### Aim of the task
Print each entry in full, word for word, with no pictures in the result.

### Information shown
════════
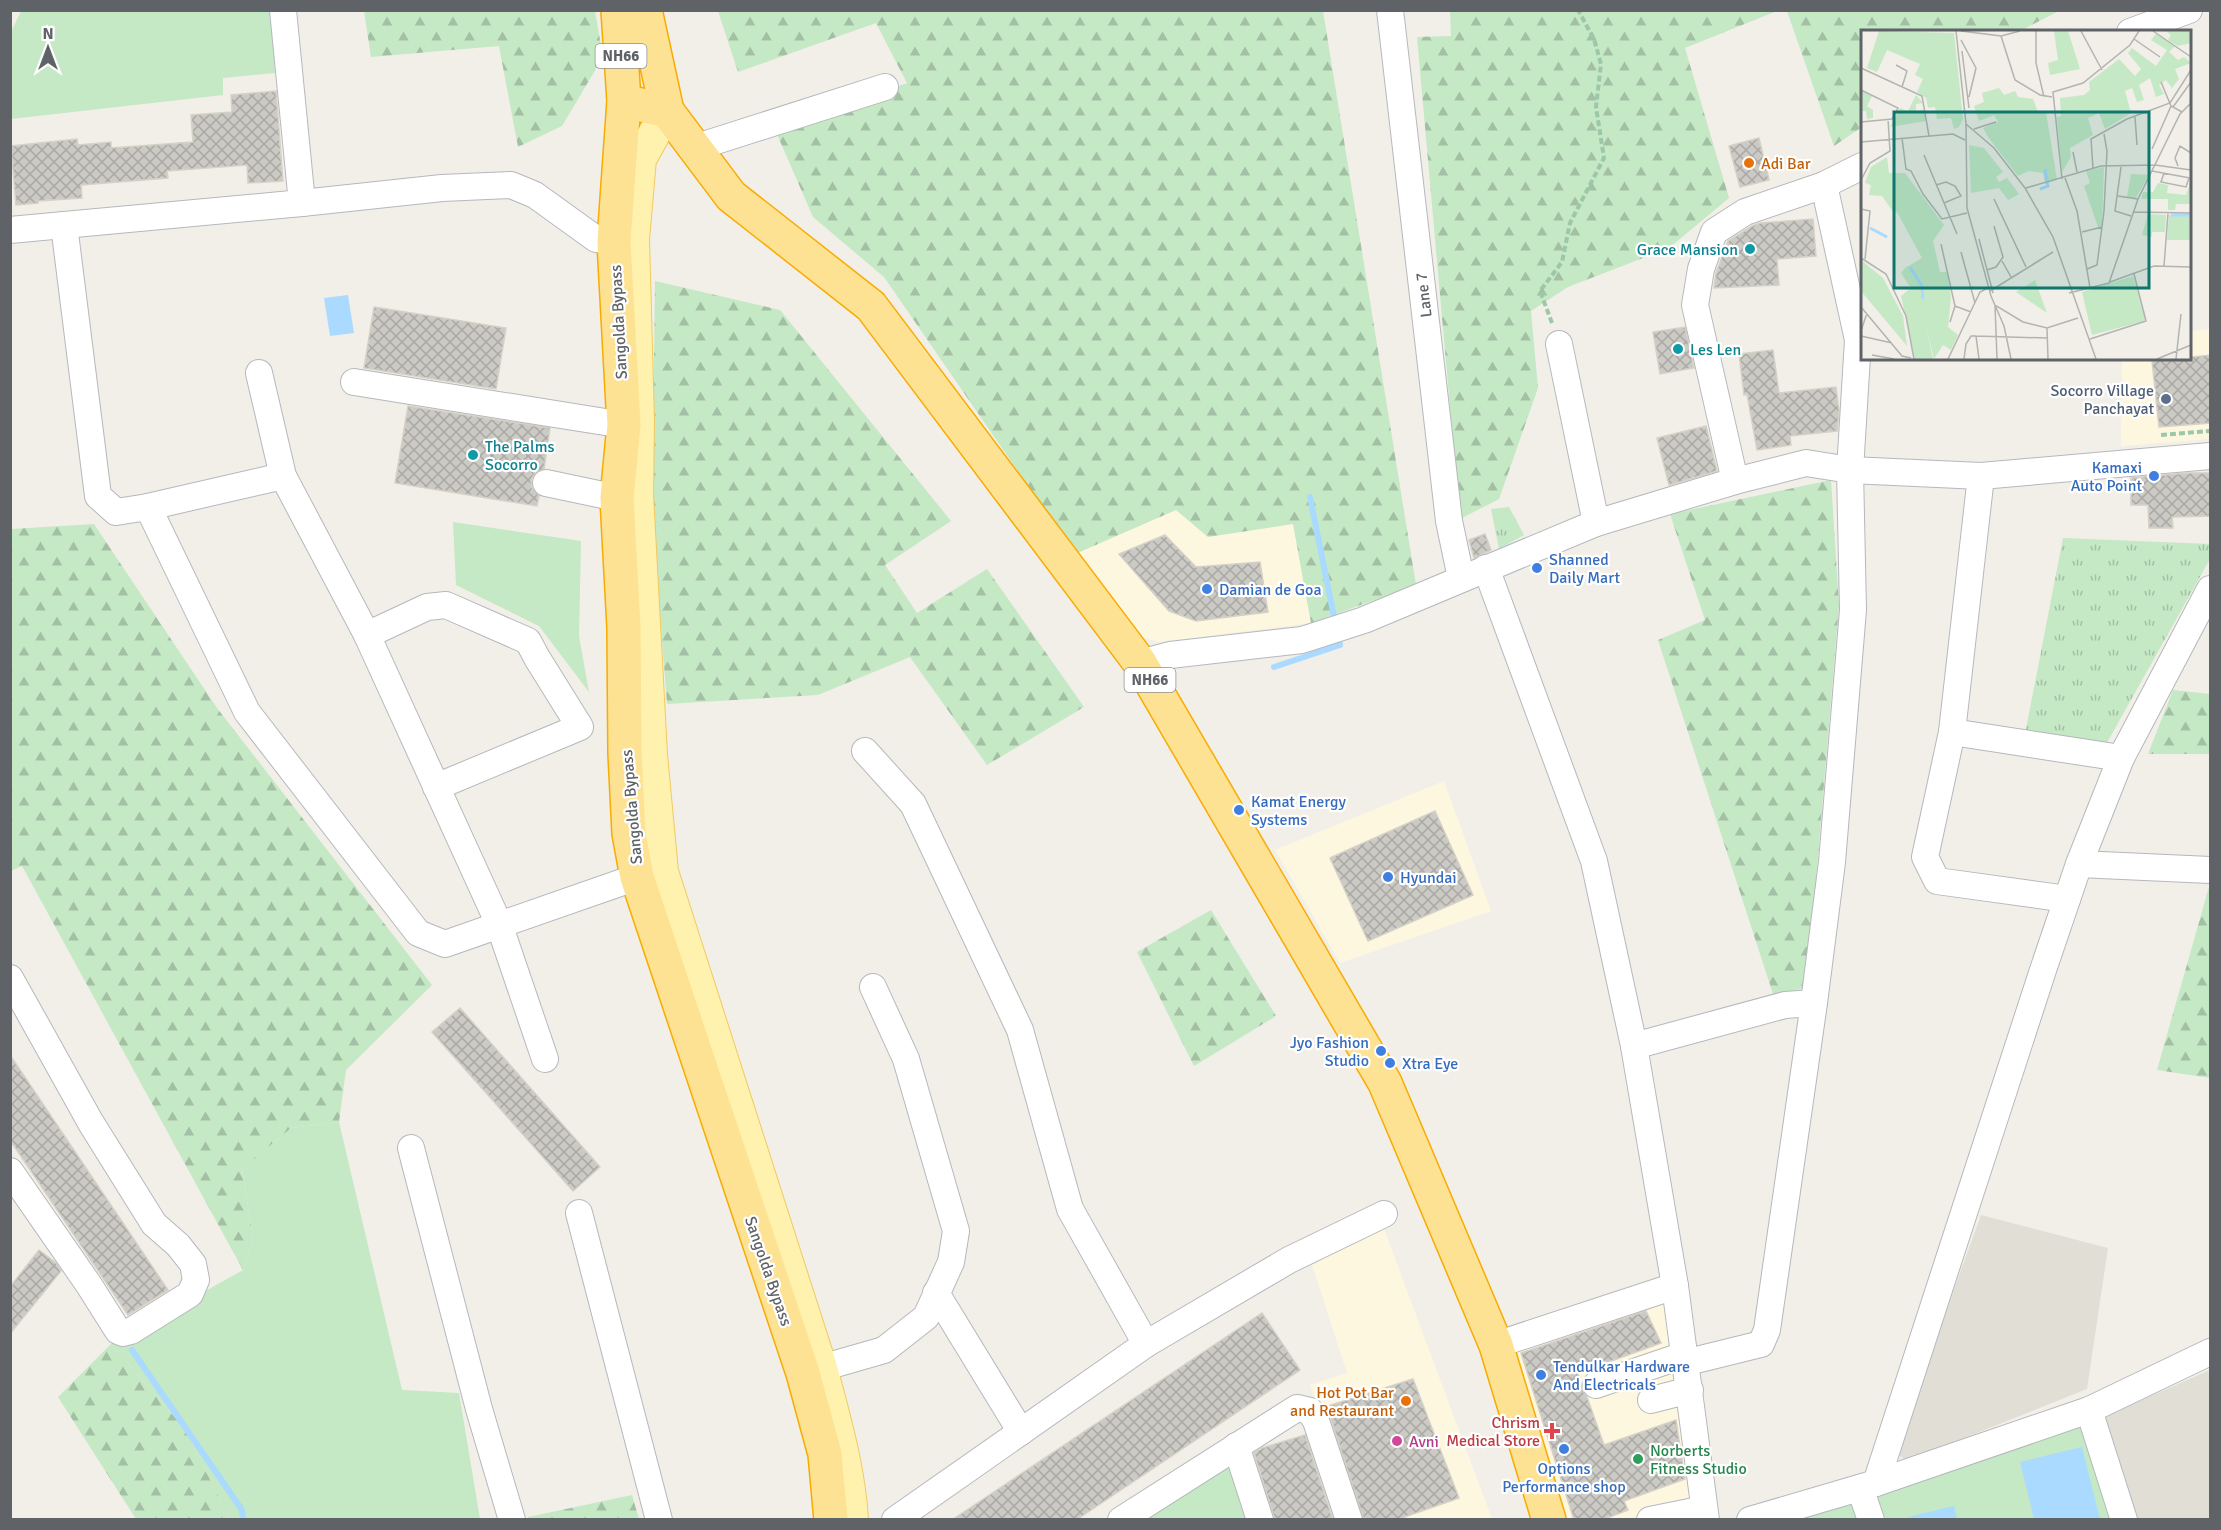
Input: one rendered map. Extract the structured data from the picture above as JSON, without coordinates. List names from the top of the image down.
{
  "streets": {
    "highway": ["NH66", "Sangolda Bypass"],
    "street": ["Lane 7"]
  },
  "crossings": [
    ["NH66", "Sangolda Bypass"]
  ],
  "places": {
    "other": [
      "Adi Bar",
      "Grace Mansion",
      "Les Len",
      "Socorro Village Panchayat",
      "The Palms Socorro",
      "Kamaxi Auto Point",
      "Shanned Daily Mart",
      "Damian de Goa",
      "Kamat Energy Systems",
      "Hyundai",
      "Jyo Fashion Studio",
      "Xtra Eye",
      "Tendulkar Hardware And Electricals",
      "Hot Pot Bar and Restaurant",
      "Avni",
      "Options Performance shop",
      "Norberts Fitness Studio"
    ],
    "health": ["Chrism Medical Store"]
  },
  "north": "top"
}
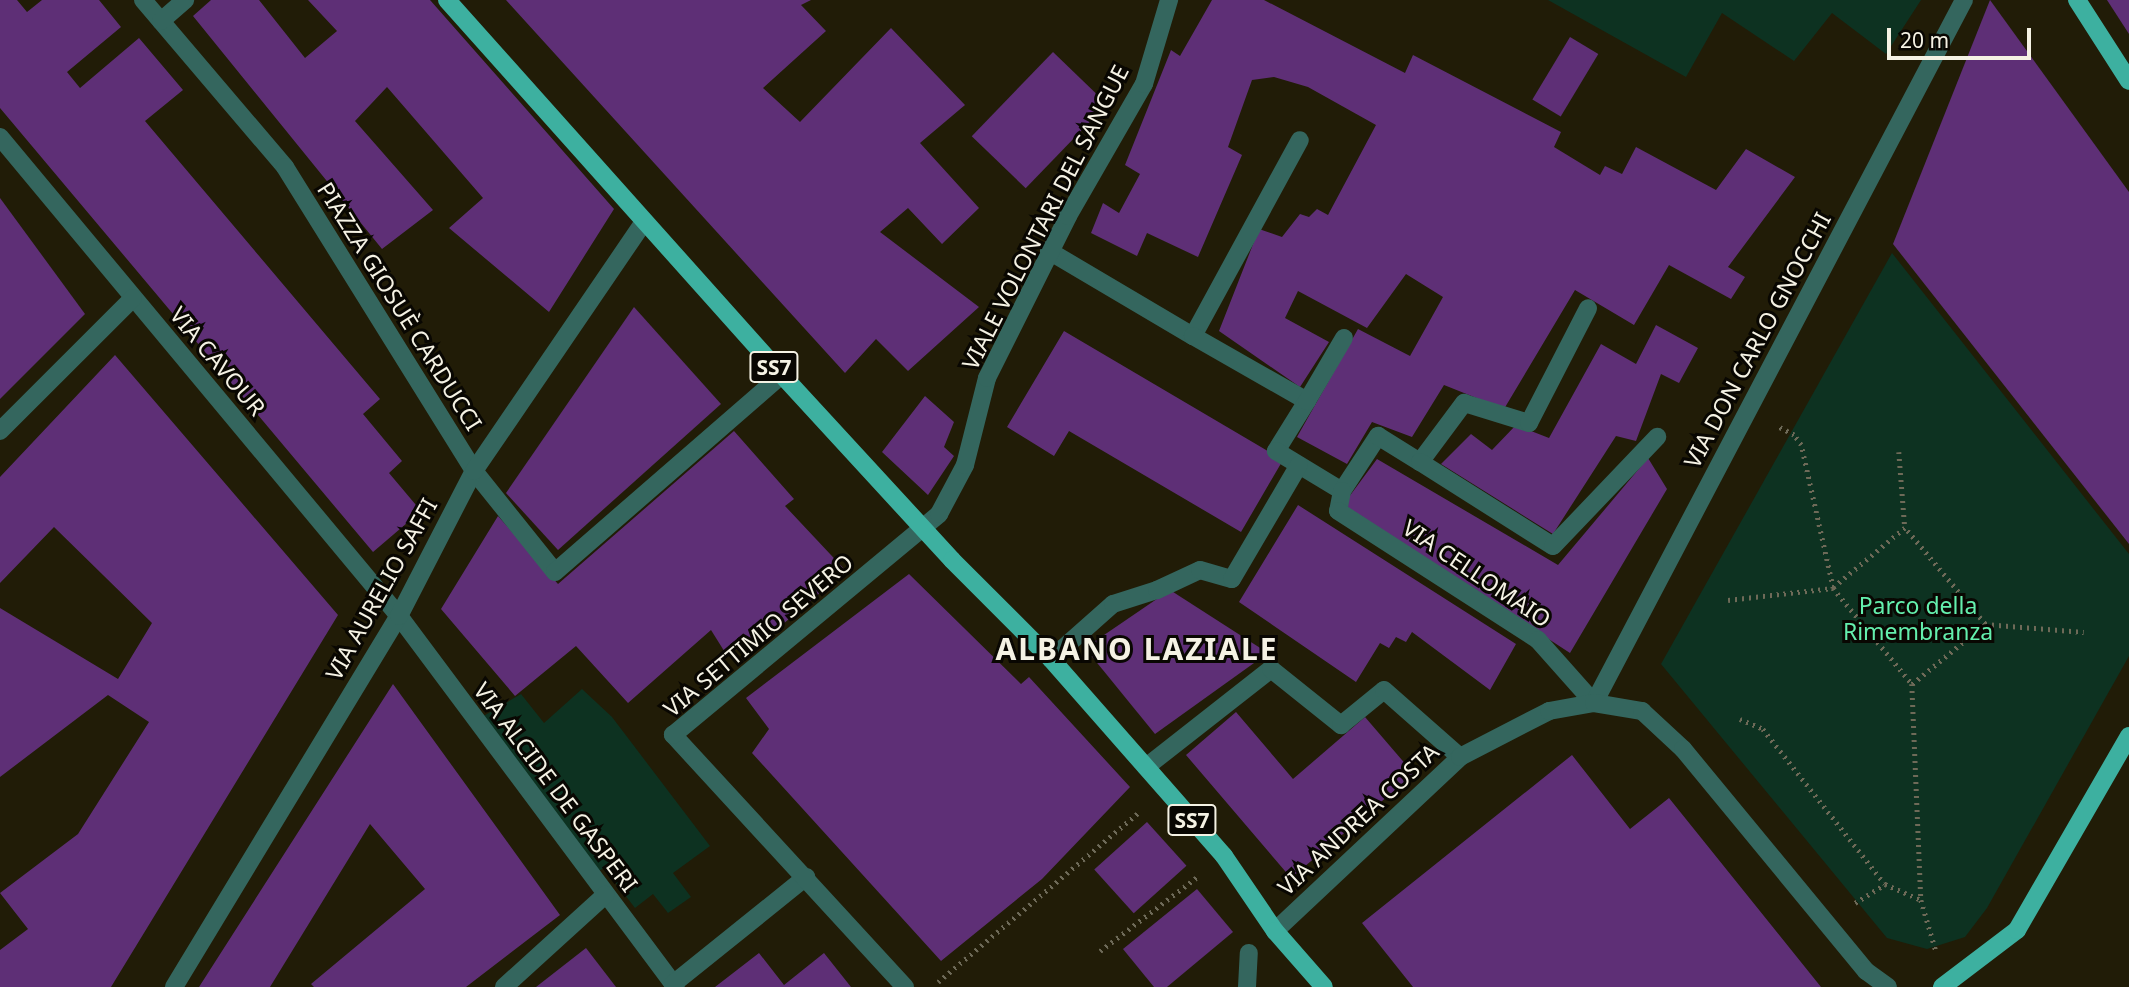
════════
### Answer box
Input: one rendered map. Extract the structured data from the picture above as JSON, without coordinates. List names from the top of the image down.
{
  "streets": {
    "highway": ["NH66", "Sangolda Bypass"],
    "street": ["Lane 7"]
  },
  "crossings": [
    ["NH66", "Sangolda Bypass"]
  ],
  "places": {
    "other": [
      "Adi Bar",
      "Grace Mansion",
      "Les Len",
      "Socorro Village Panchayat",
      "The Palms Socorro",
      "Kamaxi Auto Point",
      "Shanned Daily Mart",
      "Damian de Goa",
      "Kamat Energy Systems",
      "Hyundai",
      "Jyo Fashion Studio",
      "Xtra Eye",
      "Tendulkar Hardware And Electricals",
      "Hot Pot Bar and Restaurant",
      "Avni",
      "Options Performance shop",
      "Norberts Fitness Studio"
    ],
    "health": ["Chrism Medical Store"]
  },
  "north": "top"
}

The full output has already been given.